:: WORK TO BE COMPLETED ::
Report back every line below that carries the word "bubble".

:: EXTRACTED ENTRIES ::

•••

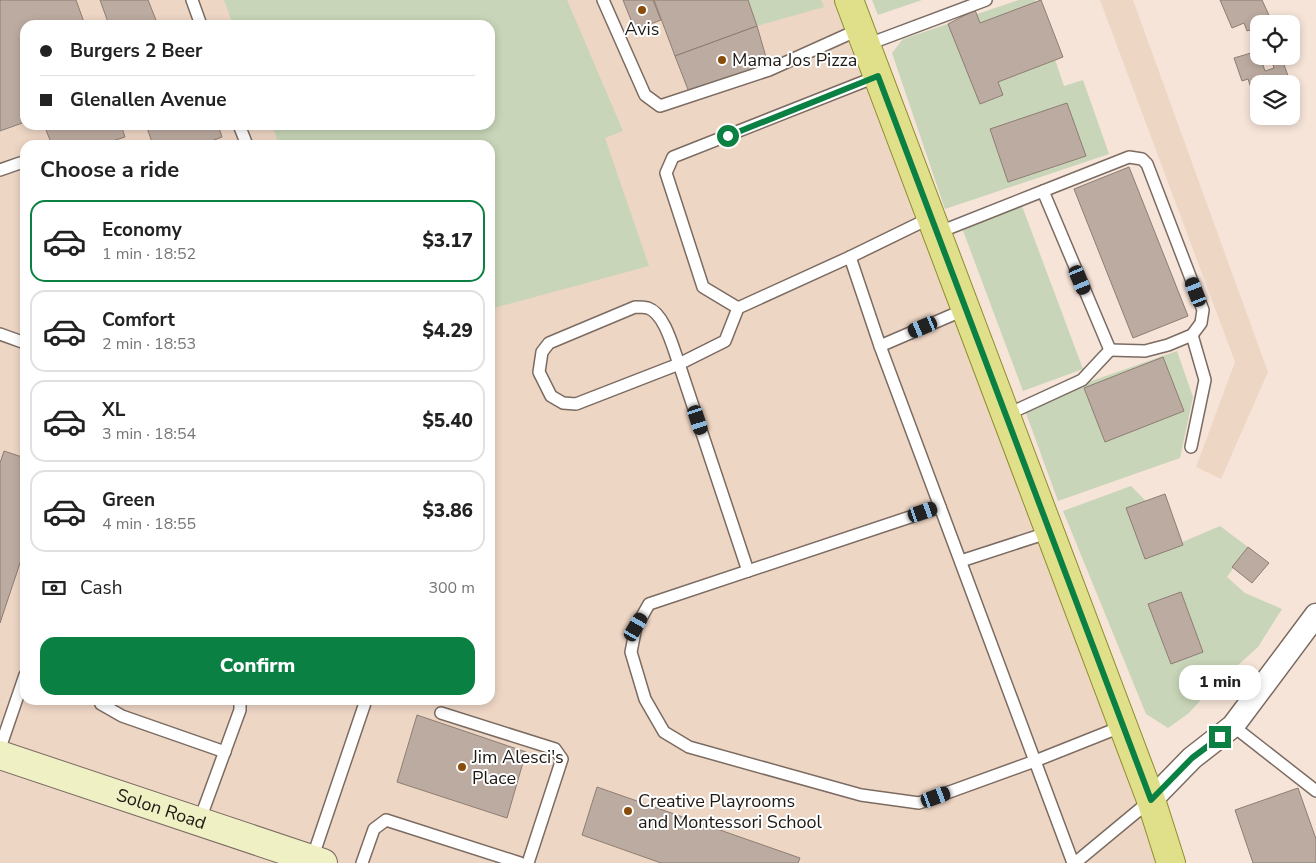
<!DOCTYPE html>
<html lang="en">
<head>
<meta charset="utf-8">
<style>
  :root { --surface:#fff; --page:#f6f6f6; --text:#222; --muted:#767676; --line:#e0e0e0; --accent:#0b8043 }
  body { margin:0; font-family:"Nunito Sans",sans-serif; background:var(--page); color:var(--text); height:100vh; display:flex; flex-direction:column; font-size:19px; white-space:nowrap }
  * { box-sizing:border-box; margin:0 }
  p { font-size:16px; color:var(--muted) }
  .icon { flex:none; width:28px; height:28px; fill:none; stroke:currentColor; stroke-width:2; stroke-linecap:round; stroke-linejoin:round }
  .map { position:relative; flex:1; overflow:hidden }
  .panel { position:absolute; left:20px; top:140px; width:475px; height:565px; display:flex; flex-direction:column; background:var(--surface); border-radius:15px; box-shadow:0 2px 8px #0003 }
  .panel>* { flex:none }
  .banner { position:absolute; left:20px; top:20px; width:475px; height:110px; border-radius:15px; box-shadow:0 2px 8px #0003; display:grid; align-content:center; height:110px; padding:0 20px; background:var(--surface) }
  .buttons { position:absolute; left:1250px; top:15px; display:grid; gap:10px }
  .buttons a { display:grid; place-items:center; width:50px; height:50px; border-radius:10px; background:var(--surface); box-shadow:0 2px 8px #0003; font-size:25px }
  .end { position:absolute; width:22px; height:22px; margin:-11px; border:6px solid #0b8043; background:#fff; box-shadow:0 0 0 2px #fff }
  .from { border-radius:50% }
  .bubble { position:absolute; height:35px; border-radius:15px; background:var(--surface); box-shadow:0 2px 8px #0003; font-size:16px; font-weight:800; line-height:35px; text-align:center }
  .car { position:absolute; width:15px; height:30px; margin:-15px -8px; border-radius:6px; box-shadow:0 0 4px 1px #0007; background:linear-gradient(#222 24%,#8ab4d8 0 40%,#222 0 76%,#8ab4d8 0 86%,#222 0) }
  .banner b { display:flex; align-items:center; gap:18px; height:48px; font-size:19px }
  .banner b+b { border-top:1px solid var(--line) }
  .banner i { width:12px; height:12px; background:var(--text) }
  ul { padding:0; list-style:none }
  li { display:flex; align-items:center; gap:15px; height:82px; margin:0 10px 8px; padding:0 10px; border:2px solid var(--line); border-radius:15px }
  li div { flex:1 }
  li b { display:block; font-size:19px }
  li em { font-style:normal; font-weight:800 }
  li.current { border-color:var(--accent) }
  li>.icon { width:45px; height:45px; stroke-width:1.5 }
  h2 { padding:0 20px; font-size:22px; line-height:60px }
  .pay { display:flex; align-items:center; gap:12px; height:55px; padding:0 20px; font-size:19px }
  .pay p { margin-inline-start:auto }
  .action { display:flex; gap:10px; margin-top:auto; padding:10px 20px }
  .action a { flex:1; height:58px; border-radius:15px; background:var(--accent); color:#fff; font-size:20px; font-weight:800; line-height:58px; text-align:center }
  .map>svg:first-child { display:block }
</style>
</head>
<body>
<div class="map">
<svg width="1316" height="863" viewBox="0 0 1316 863">
  <rect width="100%" height="100%" fill="#f6e4d8"/>
  <g fill="#eed6c5" fill-rule="evenodd">
    <path d="M0 0H849L1171 863H0ZM25 25H490V125H25ZM25 145H490V700H25Z"/>
    <path d="M1100 0H1133L1268 372 1221 479 1196 467 1235 362Z"/>
  </g>
  <g fill="#c8d5b8">
    <path d="M224 0H567L623 131 605 138 649 266 490 309V145H279L272 125H490V25H233Z"/>
    <path d="M748 0H821L824 7 757 26Z"/>
    <path d="M872 0H922L878 15Z"/>
    <path d="M1019 0H1035L1064 86 1083 80 1109 154 945 209 892 53 903 39Z"/>
    <path d="M1022 206 1083 369 1023 391 962 228Z"/>
    <path d="M1177 351 1193 397 1180 458 1058 501 1023 405Z"/>
    <path d="M1131 486 1146 501 1145 558 1220 526 1248 547 1227 577 1245 593 1282 609 1258 647 1206 694 1189 713 1168 728 1146 714 1063 511Z"/>
  </g>
  <g fill="#bcaba0" stroke="#8d7d73">
    <path d="M0 0H76L85 25H25V122L0 131Z"/>
    <path d="M100 0H148L158 25H109Z"/>
    <path d="M623 0H653L661 20 635 30Z"/>
    <path d="M654 0H748L757 26 675 56Z"/>
    <path d="M1041 0 1063 57 998 82 1003 95 980 104 948 24 975 10 980 23Z"/>
    <path d="M1220 0H1262L1273 24H1259V42L1255 43 1250 30 1247 31 1244 23 1232 28Z"/>
    <path d="M757 26 768 64 689 92 675 56Z"/>
    <path d="M1258 51 1259 56H1260L1265 71 1274 68 1273 65 1283 62 1291 84H1259V112L1248 79 1242 81 1234 58Z"/>
    <path d="M1067 103 1086 156 1008 182 990 129Z"/>
    <path d="M44 125H121L125 137 100 145H52Z"/>
    <path d="M146 125H218L222 137 201 145H153Z"/>
    <path d="M1129 167 1188 316 1133 338 1074 189Z"/>
    <path d="M1163 357 1184 411 1105 442 1084 388Z"/>
    <path d="M4 451 25 458V548L0 623V463Z"/>
    <path d="M1165 494 1183 545 1145 559 1126 508Z"/>
    <path d="M1248 547 1269 563 1252 583 1232 567Z"/>
    <path d="M1181 592 1203 652 1171 664 1148 604Z"/>
    <path d="M417 715 526 752 507 818 397 782Z"/>
    <path d="M597 787 800 858 798 863H661L582 835Z"/>
    <path d="M1298 788 1316 839V863H1253L1235 810Z"/>
  </g>
  <g fill="none" stroke-linecap="round" stroke-linejoin="round">
    <defs>
      <g id="lane">
        <path d="M192 0 201 25"/>
        <path d="M603 0 645 95 660 106 769 70 860 29"/>
        <path d="M866 45 986 0"/>
        <path d="M878 76 673 157 666 173 703 287 738 308 850 257 932 217"/>
        <path d="M239 125 247 145"/>
        <path d="M0 170 20 163"/>
        <path d="M1043 191 1129 157 1142 159 1147 164 1203 310 1201 323 1192 335 1168 345 1145 351 1110 350"/>
        <path d="M937 233 1043 191 1110 350 1082 380 1006 415"/>
        <path d="M850 257 880 346 1073 863"/>
        <path d="M635 307C639 307 644 307 648 308 665 314 673 348 679 364L576 404 563 403 551 396 539 372 542 352 549 343Z"/>
        <path d="M738 308 725 341 679 364 748 571"/>
        <path d="M0 334 25 343"/>
        <path d="M880 346 966 309"/>
        <path d="M1191 447 1205 380 1192 335"/>
        <path d="M940 507 649 604 636 627 631 652 645 699 664 732 689 747 861 795 919 803 1035 761 1123 726"/>
        <path d="M961 561 1050 532"/>
        <path d="M99 700 101 704 122 716 225 752"/>
        <path d="M441 713 555 749 562 759 528 863"/>
        <path d="M1233 726 1316 791"/>
        <path d="M0 748 25 675"/>
        <path d="M199 822 240 710V700"/>
        <path d="M312 859 366 700"/>
        <path d="M362 863 374 829 386 820 520 863"/>
        <path d="M1075 863 1151 800"/>
      </g>
      <path id="street" d="M1151 800 1192 758 1233 726 1316 615"/>
      <g id="secondary">
        <path id="s1" d="M0 755 323 863"/>
      </g>
      <path id="primary" d="M849 0 1151 800 1171 863"/>
    </defs>
    <use href="#lane" stroke="#7b6b61" stroke-width="14"/>
    <use href="#street" stroke="#7b6b61" stroke-width="25"/>
    <use href="#secondary" stroke="#7b6b61" stroke-width="30"/>
    <use href="#primary" stroke="#8e8d2e" stroke-width="30"/>
    <use href="#lane" stroke="#fff" stroke-width="11"/>
    <use href="#street" stroke="#fff" stroke-width="22"/>
    <use href="#secondary" stroke="#eff0c4" stroke-width="28"/>
    <use href="#primary" stroke="#dfe089" stroke-width="28"/>
  </g>
  <g fill="none" stroke-linecap="round" stroke-linejoin="round">
    <path stroke="#0b8043" stroke-width="6" d="M728 136 878 76 1151 800 1192 758 1220 737"/>
  </g>
  <g fill="#894c0a" stroke="#fff" stroke-width="2">
    <circle cx="642" cy="10" r="5"/>
    <circle cx="722" cy="60" r="5"/>
    <circle cx="462" cy="767" r="5"/>
    <circle cx="628" cy="811" r="5"/>
  </g>
  <g text-anchor="middle" dominant-baseline="central" stroke-width="4" stroke-linejoin="round" paint-order="stroke">
    <g font-size="18" fill="#1f1915" stroke="#fff" text-anchor="start">
      <text x="642" y="29" text-anchor="middle">Avis</text>
      <text x="732" y="60">Mama Jos Pizza</text>
      <text x="472" y="757">Jim Alesci's<tspan x="472" dy="21">Place</tspan></text>
      <text x="638" y="801">Creative Playrooms<tspan x="638" dy="21">and Montessori School</tspan></text>
    </g>
    <g font-size="18" fill="#1f1915" stroke="#fff">
      <text stroke="none"><textPath href="#s1" startOffset="170">Solon Road</textPath></text>
    </g>
  </g>
</svg>
<div class="buttons">
<a><svg class="icon" aria-label="locate" viewBox="0 0 24 24"><circle cx="12" cy="12" r="6"/><path d="M12 2v4M12 18v4M2 12h4M18 12h4"/></svg></a>
<a><svg class="icon" aria-label="layers" viewBox="0 0 24 24"><path d="M12 4l9 5-9 5-9-5zM3 14l9 5 9-5"/></svg></a>
</div>
<i class="end from" style="left:728px;top:136px"></i>
<i class="end" style="left:1220px;top:737px"></i>
<div class="bubble" style="left:1179px;top:665px;width:82px">1 min</div>
<i class="car" style="left:1080px;top:280px;rotate:157deg"></i>
<i class="car" style="left:1196px;top:292px;rotate:339deg"></i>
<i class="car" style="left:923px;top:327px;rotate:247deg"></i>
<i class="car" style="left:698px;top:420px;rotate:162deg"></i>
<i class="car" style="left:923px;top:512px;rotate:71deg"></i>
<i class="car" style="left:636px;top:627px;rotate:30deg"></i>
<i class="car" style="left:936px;top:797px;rotate:70deg"></i>
<div class="banner">
<b><i class="from"></i>Burgers 2 Beer</b>
<b><i></i>Glenallen Avenue</b>
</div>
<section class="panel">
<h2>Choose a ride</h2>
<ul>
<li class="current"><svg class="icon" aria-label="car" viewBox="0 0 24 24"><path d="M5 17H2v-5l4-1 3-4h7l3 4 3 1v5h-3M9 17h6M6 11h13"/><circle cx="7" cy="17" r="2"/><circle cx="17" cy="17" r="2"/></svg><div><b>Economy</b><p>1 min · 18:52</p></div><em>$3.17</em></li>
<li><svg class="icon" aria-label="car" viewBox="0 0 24 24"><path d="M5 17H2v-5l4-1 3-4h7l3 4 3 1v5h-3M9 17h6M6 11h13"/><circle cx="7" cy="17" r="2"/><circle cx="17" cy="17" r="2"/></svg><div><b>Comfort</b><p>2 min · 18:53</p></div><em>$4.29</em></li>
<li><svg class="icon" aria-label="car" viewBox="0 0 24 24"><path d="M5 17H2v-5l4-1 3-4h7l3 4 3 1v5h-3M9 17h6M6 11h13"/><circle cx="7" cy="17" r="2"/><circle cx="17" cy="17" r="2"/></svg><div><b>XL</b><p>3 min · 18:54</p></div><em>$5.40</em></li>
<li><svg class="icon" aria-label="car" viewBox="0 0 24 24"><path d="M5 17H2v-5l4-1 3-4h7l3 4 3 1v5h-3M9 17h6M6 11h13"/><circle cx="7" cy="17" r="2"/><circle cx="17" cy="17" r="2"/></svg><div><b>Green</b><p>4 min · 18:55</p></div><em>$3.86</em></li>
</ul>
<div class="pay"><svg class="icon" aria-label="cash" viewBox="0 0 24 24"><path d="M3 7h18v10H3z"/><circle cx="12" cy="12" r="2"/></svg>Cash<p>300 m</p></div>
<div class="action"><a>Confirm</a></div>
</section>
</div>
</body>
</html>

•••

:: WORKED SOLUTION ::
  .bubble { position:absolute; height:35px; border-radius:15px; background:var(--surface); box-shadow:0 2px 8px #0003; font-size:16px; font-weight:800; line-height:35px; text-align:center }
<div class="bubble" style="left:1179px;top:665px;width:82px">1 min</div>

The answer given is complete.